Copy out again, unchanged, the line that contains "Input: one rendered map. What" and every line after it down to the last line of the data.

^^^^

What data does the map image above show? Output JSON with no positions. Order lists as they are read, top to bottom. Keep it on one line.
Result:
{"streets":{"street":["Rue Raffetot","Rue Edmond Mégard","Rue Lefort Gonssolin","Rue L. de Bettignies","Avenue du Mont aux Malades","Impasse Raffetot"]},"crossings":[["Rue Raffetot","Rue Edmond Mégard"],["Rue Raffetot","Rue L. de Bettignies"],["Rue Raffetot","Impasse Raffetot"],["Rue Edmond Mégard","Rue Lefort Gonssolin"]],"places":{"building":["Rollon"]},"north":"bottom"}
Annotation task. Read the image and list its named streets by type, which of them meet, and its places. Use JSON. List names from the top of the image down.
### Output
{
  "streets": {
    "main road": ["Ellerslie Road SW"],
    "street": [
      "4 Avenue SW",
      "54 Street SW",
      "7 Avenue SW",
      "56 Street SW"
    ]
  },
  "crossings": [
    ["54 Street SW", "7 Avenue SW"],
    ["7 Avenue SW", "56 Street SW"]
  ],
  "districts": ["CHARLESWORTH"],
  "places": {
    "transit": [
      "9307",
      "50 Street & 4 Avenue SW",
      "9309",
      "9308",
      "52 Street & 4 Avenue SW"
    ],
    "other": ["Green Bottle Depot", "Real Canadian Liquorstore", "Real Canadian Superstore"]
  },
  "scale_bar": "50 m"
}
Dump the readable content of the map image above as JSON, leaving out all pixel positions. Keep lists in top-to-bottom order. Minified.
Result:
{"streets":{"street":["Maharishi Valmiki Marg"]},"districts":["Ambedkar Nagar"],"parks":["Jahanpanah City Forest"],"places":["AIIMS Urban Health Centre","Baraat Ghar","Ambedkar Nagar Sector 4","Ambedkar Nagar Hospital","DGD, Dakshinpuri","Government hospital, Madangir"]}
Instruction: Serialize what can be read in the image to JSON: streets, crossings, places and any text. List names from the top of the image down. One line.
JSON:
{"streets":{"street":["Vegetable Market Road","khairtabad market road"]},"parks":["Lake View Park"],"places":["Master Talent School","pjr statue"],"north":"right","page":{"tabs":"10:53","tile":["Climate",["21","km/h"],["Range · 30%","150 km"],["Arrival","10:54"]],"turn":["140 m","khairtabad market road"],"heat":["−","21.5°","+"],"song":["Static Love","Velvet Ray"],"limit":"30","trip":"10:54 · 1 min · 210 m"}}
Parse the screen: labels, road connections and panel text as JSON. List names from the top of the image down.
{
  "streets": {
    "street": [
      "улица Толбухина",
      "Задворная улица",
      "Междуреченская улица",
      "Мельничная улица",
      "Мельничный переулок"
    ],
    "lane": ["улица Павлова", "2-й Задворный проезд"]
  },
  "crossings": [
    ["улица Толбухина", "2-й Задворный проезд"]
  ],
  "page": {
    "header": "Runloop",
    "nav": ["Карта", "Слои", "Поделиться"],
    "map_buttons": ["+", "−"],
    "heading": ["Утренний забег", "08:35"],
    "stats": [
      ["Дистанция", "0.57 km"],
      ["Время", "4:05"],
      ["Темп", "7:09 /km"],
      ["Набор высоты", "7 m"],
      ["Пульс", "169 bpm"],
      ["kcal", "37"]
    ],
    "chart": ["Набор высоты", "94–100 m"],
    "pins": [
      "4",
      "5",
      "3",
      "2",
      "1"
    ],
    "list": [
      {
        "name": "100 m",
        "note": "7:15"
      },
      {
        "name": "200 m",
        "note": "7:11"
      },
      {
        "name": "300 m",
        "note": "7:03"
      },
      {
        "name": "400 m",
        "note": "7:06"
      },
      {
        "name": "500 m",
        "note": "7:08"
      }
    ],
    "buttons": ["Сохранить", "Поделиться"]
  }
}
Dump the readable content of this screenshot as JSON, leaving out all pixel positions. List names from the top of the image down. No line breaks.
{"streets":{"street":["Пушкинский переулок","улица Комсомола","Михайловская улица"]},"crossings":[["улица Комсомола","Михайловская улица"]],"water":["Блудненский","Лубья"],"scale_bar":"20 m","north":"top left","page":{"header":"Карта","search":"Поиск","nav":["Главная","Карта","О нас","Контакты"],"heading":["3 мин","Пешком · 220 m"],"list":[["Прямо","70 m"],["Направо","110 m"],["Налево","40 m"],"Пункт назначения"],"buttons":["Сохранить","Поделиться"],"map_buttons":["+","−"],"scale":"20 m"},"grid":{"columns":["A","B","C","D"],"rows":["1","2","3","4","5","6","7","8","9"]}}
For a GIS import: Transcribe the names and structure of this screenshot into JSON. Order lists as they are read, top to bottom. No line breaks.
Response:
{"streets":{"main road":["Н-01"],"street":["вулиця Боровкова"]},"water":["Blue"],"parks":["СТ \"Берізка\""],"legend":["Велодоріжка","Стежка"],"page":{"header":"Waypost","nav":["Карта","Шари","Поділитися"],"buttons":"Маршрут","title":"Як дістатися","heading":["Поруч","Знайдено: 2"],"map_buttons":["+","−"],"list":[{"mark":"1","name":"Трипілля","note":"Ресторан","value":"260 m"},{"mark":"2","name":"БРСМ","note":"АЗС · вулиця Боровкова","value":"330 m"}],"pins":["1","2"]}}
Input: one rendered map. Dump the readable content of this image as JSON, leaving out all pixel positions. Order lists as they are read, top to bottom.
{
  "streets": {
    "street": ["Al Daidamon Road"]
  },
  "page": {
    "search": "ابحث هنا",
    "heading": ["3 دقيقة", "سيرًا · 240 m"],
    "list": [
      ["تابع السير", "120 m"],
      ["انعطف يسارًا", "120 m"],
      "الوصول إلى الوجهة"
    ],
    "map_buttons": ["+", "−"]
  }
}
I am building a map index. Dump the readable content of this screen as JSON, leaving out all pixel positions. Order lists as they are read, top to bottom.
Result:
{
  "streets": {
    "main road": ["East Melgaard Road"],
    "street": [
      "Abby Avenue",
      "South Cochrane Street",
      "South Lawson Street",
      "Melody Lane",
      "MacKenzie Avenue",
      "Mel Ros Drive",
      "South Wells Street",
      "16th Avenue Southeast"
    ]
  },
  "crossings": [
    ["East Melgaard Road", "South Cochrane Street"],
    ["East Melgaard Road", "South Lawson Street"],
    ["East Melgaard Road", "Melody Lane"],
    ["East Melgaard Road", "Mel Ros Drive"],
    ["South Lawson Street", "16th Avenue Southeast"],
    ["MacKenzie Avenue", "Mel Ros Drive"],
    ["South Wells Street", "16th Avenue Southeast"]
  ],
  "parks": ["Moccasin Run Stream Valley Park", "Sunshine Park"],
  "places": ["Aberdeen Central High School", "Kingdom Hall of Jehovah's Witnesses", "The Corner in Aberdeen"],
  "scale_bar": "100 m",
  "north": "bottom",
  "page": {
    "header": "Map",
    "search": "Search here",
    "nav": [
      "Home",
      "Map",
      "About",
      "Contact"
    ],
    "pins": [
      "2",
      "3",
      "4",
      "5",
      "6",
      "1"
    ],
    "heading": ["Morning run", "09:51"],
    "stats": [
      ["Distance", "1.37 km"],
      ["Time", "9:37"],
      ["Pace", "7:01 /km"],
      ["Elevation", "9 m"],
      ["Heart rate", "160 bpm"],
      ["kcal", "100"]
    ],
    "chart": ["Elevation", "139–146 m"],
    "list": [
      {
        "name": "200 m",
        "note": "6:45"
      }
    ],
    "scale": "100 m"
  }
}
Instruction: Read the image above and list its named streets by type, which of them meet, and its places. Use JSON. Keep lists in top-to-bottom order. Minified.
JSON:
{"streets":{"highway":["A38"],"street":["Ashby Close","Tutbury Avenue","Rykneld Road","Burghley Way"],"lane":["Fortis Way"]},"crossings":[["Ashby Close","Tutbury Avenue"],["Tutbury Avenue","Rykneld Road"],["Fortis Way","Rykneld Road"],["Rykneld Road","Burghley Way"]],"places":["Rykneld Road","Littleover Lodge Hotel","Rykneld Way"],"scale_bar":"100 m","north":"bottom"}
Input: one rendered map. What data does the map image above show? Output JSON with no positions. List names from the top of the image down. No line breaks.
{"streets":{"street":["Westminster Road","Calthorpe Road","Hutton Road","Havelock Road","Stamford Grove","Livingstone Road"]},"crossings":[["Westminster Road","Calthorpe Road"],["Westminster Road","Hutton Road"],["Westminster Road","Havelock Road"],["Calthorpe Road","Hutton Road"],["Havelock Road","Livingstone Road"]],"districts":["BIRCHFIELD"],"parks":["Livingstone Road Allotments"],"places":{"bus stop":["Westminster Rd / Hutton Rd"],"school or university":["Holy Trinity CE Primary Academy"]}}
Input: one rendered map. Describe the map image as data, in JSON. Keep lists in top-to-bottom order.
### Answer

^^^^

Response below:
Input: one rendered map. What data does the map image above show? Output JSON with no positions. List names from the top of the image down. No line breaks.
{"streets":{"street":["Westminster Road","Calthorpe Road","Hutton Road","Havelock Road","Stamford Grove","Livingstone Road"]},"crossings":[["Westminster Road","Calthorpe Road"],["Westminster Road","Hutton Road"],["Westminster Road","Havelock Road"],["Calthorpe Road","Hutton Road"],["Havelock Road","Livingstone Road"]],"districts":["BIRCHFIELD"],"parks":["Livingstone Road Allotments"],"places":{"bus stop":["Westminster Rd / Hutton Rd"],"school or university":["Holy Trinity CE Primary Academy"]}}
Input: one rendered map. Describe the map image as data, in JSON. Keep lists in top-to-bottom order.
### Answer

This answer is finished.